I have recently read "The music of the primes" by Marcus du Sautoy (see excerpt here >>>). There he writes:
"So how fair are the prime number dice? Mathematicians call a dice "fair" if the difference between the theoretical behaviour of the dice and the actual behaviour after $N$ tosses is within the region of the square root of $N$. The heights of Riemann's harmonics are given by the east-west coordinate of the corresponding point at sea-level. If the east-west coordinate is $c$ then the height of the wave grows like $N^c$. This means the contribution from this harmonic to the error between Gauss's guess and the real number of primes will be $N^c$. So if the Riemann Hypothesis is correct and $c$ is always $1/2$, the error will always be $N^{1/2}$ (which is just another way of writing the square root of $N$). If true, the Riemann Hypothesis means that Nature's prime number dice are fair, never straying more than the square root of $N$ from Gauss's theoretical prime number dice."

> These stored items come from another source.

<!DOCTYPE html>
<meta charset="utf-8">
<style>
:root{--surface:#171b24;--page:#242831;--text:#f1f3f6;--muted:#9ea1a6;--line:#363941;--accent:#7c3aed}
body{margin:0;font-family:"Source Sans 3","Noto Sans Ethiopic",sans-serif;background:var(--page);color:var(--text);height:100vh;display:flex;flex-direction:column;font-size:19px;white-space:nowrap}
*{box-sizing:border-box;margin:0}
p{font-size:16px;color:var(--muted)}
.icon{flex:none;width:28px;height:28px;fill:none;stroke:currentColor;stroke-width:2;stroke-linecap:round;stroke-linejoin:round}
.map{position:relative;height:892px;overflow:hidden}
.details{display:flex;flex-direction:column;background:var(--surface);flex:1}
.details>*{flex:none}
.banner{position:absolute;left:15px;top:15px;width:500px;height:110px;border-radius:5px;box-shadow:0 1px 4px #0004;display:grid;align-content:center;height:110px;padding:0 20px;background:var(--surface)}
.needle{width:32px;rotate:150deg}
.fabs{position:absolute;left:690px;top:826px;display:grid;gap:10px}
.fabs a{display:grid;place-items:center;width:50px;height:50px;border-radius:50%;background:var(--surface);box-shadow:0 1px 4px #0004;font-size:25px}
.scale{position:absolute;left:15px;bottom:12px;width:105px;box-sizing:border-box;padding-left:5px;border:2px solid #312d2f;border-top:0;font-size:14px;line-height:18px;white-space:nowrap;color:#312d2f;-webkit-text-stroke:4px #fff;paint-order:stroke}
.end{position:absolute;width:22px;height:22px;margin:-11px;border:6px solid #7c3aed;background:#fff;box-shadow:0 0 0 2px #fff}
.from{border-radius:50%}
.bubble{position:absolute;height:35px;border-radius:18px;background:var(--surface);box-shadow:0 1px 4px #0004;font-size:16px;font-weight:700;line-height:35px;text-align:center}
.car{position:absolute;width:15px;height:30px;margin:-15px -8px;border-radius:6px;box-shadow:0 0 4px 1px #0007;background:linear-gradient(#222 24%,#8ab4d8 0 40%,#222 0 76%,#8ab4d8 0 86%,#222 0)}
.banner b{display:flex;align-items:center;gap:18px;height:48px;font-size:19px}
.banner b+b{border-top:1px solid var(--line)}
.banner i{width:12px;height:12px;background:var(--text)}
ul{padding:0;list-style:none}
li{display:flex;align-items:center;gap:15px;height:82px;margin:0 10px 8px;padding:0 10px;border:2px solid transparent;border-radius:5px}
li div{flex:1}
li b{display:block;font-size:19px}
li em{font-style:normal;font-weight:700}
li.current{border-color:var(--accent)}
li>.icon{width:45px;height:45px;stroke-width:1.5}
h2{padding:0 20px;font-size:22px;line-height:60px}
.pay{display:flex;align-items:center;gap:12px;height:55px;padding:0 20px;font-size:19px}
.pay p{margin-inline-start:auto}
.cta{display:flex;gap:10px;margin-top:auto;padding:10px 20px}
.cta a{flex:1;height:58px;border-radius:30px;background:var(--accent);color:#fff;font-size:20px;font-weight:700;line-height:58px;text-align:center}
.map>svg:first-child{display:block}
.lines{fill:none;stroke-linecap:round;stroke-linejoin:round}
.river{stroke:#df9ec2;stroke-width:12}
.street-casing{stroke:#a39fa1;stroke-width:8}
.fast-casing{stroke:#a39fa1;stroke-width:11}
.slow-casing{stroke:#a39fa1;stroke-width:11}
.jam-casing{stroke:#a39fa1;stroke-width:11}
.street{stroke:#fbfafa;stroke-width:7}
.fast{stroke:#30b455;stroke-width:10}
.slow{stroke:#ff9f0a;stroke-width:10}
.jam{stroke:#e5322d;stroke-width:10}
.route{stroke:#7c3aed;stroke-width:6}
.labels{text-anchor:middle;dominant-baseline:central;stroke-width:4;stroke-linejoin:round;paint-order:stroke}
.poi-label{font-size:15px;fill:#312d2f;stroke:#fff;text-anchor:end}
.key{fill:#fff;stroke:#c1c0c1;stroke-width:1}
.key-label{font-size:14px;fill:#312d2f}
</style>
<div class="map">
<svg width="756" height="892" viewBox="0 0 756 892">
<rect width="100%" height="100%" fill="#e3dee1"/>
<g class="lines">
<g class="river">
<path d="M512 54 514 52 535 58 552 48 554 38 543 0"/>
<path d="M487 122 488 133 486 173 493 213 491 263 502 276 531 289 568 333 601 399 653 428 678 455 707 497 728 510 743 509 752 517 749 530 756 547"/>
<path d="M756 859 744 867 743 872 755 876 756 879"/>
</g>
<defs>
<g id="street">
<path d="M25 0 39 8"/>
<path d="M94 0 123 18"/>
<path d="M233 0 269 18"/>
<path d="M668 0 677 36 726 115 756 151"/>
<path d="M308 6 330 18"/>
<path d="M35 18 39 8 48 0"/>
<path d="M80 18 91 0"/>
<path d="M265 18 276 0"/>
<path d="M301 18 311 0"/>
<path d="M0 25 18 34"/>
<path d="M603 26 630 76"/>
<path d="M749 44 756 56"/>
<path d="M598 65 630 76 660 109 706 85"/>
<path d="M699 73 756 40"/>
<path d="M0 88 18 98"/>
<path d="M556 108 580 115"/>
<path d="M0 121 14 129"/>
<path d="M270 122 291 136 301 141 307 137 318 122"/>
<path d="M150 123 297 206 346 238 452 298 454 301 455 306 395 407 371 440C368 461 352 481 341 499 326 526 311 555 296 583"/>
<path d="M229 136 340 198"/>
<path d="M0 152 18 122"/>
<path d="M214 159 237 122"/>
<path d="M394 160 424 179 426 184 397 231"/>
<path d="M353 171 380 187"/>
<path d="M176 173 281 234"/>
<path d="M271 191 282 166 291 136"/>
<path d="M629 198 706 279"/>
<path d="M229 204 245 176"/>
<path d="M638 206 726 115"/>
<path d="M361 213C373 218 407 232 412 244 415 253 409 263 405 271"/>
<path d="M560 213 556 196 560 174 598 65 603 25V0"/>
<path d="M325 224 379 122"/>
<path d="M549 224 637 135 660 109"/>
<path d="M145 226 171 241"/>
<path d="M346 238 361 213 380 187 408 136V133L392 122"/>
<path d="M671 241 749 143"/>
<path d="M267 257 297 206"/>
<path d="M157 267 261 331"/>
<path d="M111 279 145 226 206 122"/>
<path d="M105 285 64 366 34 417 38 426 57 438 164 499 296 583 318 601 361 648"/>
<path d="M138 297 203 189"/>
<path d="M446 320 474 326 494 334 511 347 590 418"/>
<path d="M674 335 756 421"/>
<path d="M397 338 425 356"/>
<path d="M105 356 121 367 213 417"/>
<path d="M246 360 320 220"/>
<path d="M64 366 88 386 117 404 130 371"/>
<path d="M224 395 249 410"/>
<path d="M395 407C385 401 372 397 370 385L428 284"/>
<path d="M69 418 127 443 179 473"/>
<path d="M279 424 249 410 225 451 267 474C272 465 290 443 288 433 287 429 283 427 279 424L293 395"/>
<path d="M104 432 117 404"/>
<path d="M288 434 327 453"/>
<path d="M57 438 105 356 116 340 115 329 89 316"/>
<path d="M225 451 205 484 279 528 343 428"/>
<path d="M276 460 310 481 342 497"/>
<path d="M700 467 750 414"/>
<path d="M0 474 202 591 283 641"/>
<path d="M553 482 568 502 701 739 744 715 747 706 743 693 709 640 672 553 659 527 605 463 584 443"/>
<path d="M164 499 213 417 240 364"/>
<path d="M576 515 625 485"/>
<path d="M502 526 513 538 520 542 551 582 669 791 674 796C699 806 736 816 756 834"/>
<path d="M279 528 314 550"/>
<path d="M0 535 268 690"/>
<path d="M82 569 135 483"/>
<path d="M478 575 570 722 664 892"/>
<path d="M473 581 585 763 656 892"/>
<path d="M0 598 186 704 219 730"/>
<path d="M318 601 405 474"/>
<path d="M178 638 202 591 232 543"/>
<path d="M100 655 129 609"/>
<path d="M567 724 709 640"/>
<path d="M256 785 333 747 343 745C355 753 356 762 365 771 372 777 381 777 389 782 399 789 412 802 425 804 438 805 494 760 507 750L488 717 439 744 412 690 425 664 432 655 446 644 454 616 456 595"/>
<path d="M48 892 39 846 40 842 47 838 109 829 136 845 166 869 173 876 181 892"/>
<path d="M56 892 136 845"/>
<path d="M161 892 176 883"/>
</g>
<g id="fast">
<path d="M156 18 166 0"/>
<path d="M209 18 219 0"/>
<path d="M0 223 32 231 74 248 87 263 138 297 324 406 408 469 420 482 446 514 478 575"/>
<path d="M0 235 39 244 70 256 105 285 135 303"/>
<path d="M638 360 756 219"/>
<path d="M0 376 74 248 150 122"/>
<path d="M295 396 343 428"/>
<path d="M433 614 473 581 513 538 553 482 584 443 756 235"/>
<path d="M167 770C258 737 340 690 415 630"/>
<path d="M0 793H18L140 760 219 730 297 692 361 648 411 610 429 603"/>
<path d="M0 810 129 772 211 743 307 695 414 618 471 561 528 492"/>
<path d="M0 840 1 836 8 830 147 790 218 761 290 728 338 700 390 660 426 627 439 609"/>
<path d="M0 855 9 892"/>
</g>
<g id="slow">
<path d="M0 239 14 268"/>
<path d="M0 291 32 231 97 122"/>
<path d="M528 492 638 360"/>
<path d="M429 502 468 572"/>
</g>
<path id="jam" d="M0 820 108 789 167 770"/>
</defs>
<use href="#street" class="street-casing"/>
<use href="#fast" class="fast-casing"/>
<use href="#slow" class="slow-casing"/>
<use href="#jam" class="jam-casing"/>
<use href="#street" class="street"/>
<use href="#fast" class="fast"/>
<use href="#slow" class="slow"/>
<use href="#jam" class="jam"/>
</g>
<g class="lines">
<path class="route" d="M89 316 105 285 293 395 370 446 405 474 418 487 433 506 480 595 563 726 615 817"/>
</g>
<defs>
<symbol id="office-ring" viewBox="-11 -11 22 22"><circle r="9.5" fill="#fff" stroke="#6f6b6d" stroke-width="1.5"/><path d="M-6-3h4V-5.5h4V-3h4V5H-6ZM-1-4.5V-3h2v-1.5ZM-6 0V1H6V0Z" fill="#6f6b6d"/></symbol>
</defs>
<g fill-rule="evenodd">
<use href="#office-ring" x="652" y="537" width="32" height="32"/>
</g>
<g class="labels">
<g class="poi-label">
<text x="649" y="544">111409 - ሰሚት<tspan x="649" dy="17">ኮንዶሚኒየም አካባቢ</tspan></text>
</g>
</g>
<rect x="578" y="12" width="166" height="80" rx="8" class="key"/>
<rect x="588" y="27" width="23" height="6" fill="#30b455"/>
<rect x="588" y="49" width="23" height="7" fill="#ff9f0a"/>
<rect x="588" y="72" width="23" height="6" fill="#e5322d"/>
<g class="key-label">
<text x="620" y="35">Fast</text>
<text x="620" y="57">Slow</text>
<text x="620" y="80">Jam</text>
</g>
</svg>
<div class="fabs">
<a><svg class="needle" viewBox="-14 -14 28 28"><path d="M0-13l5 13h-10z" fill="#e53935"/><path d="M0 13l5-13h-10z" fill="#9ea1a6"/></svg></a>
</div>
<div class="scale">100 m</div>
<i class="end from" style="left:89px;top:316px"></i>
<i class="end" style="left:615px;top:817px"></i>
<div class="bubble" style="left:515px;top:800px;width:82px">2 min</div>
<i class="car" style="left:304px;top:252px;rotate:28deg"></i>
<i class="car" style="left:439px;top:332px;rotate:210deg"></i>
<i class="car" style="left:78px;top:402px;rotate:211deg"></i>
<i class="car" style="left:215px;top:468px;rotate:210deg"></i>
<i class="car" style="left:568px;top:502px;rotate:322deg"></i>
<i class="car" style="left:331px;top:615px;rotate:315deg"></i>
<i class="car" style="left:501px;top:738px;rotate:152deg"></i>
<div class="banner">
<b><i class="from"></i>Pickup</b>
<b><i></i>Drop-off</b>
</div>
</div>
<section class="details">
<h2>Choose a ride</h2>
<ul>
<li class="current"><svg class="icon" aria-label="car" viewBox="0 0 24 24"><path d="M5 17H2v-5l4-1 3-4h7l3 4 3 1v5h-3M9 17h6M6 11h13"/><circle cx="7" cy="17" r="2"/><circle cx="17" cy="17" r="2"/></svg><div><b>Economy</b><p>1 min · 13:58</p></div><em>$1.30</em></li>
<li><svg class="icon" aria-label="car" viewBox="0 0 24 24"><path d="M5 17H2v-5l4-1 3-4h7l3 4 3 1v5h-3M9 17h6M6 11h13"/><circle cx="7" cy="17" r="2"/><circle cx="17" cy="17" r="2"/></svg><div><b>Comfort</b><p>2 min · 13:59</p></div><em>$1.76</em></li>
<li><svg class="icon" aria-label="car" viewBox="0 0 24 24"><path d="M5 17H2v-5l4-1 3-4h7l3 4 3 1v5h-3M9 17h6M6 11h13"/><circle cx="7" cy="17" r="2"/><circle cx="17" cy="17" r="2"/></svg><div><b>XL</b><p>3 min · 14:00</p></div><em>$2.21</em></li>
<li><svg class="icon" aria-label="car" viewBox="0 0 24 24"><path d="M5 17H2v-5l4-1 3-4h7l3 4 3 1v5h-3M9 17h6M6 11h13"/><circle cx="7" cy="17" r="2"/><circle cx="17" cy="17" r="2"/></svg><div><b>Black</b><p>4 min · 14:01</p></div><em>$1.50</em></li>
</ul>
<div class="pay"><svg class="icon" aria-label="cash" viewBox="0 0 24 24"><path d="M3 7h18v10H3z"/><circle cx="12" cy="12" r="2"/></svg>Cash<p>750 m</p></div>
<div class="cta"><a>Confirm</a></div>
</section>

However, we know from Helge von Koch (1901)[2] that if the Rieman Hypothesis true, then: $$\pi(x)=Li(x)+\mathcal O(\sqrt x \log x)$$ where $\pi(x)$ prime counting function and $Li(x)$ according Gauss.
My question:
Is what Sautoy says correct? Is the error indeed $(\sqrt x \log x)$ or as Sautoy states $\sqrt x$? Or did I misunderstand something?
[2]: Von Koch, Helge (1901). "Sur la distribution des nombres premiers" (On the distribution of prime numbers). Acta Mathematica (in French). 24 (1): 159–182.
The statement of du Sautoy is indeed slightly imprecise as the error term is known to be slightly worse than $O( \sqrt{x})$.
But as you said, it is close to the truth, and the added complexity for a precise statement seems not worth it in that context.
To be clear it is known that (see below for details) $$\pi(x)-\operatorname{Li}(x) \ne O(\sqrt{x})$$
However, du Sautoy only gives a vague description of the situation, and one should not try to transcribe this literally and expect it to be true exactly. But the error-term is roughly $\sqrt{x}$, and to say this is the point of the description. (In fact, I believe, but would have to check to be sure, that also the deviations in a random walk given by a dice are not literally bounded by square-root.)
Note though that the result you recall does not prove that the claim is imprecise. There could be still better error-terms under RH, indeed there are better error-terms under RH, but they cannot be literally as good as du Sautoy says.
Let me add that the classical reference showing that the statement is imprecise is due to Littlewood ("Sur la distribution des nombres premiers." CRAS 1914), who show that the error term is $\Omega_{\pm}(\sqrt{x} \log \log \log x)$. That is there is a positive constant $c$ such that the error-term is larger than $c\sqrt{x} \log \log \log x$ for arbitrarily large $x$; and also a negative constant $c'$ such that it is smaller than $-c\sqrt{x} \log \log \log x$ for arbitrarily large $x$.
That is the error term oscillates and the amplitude is at least of order $\sqrt{x} \log \log \log x$.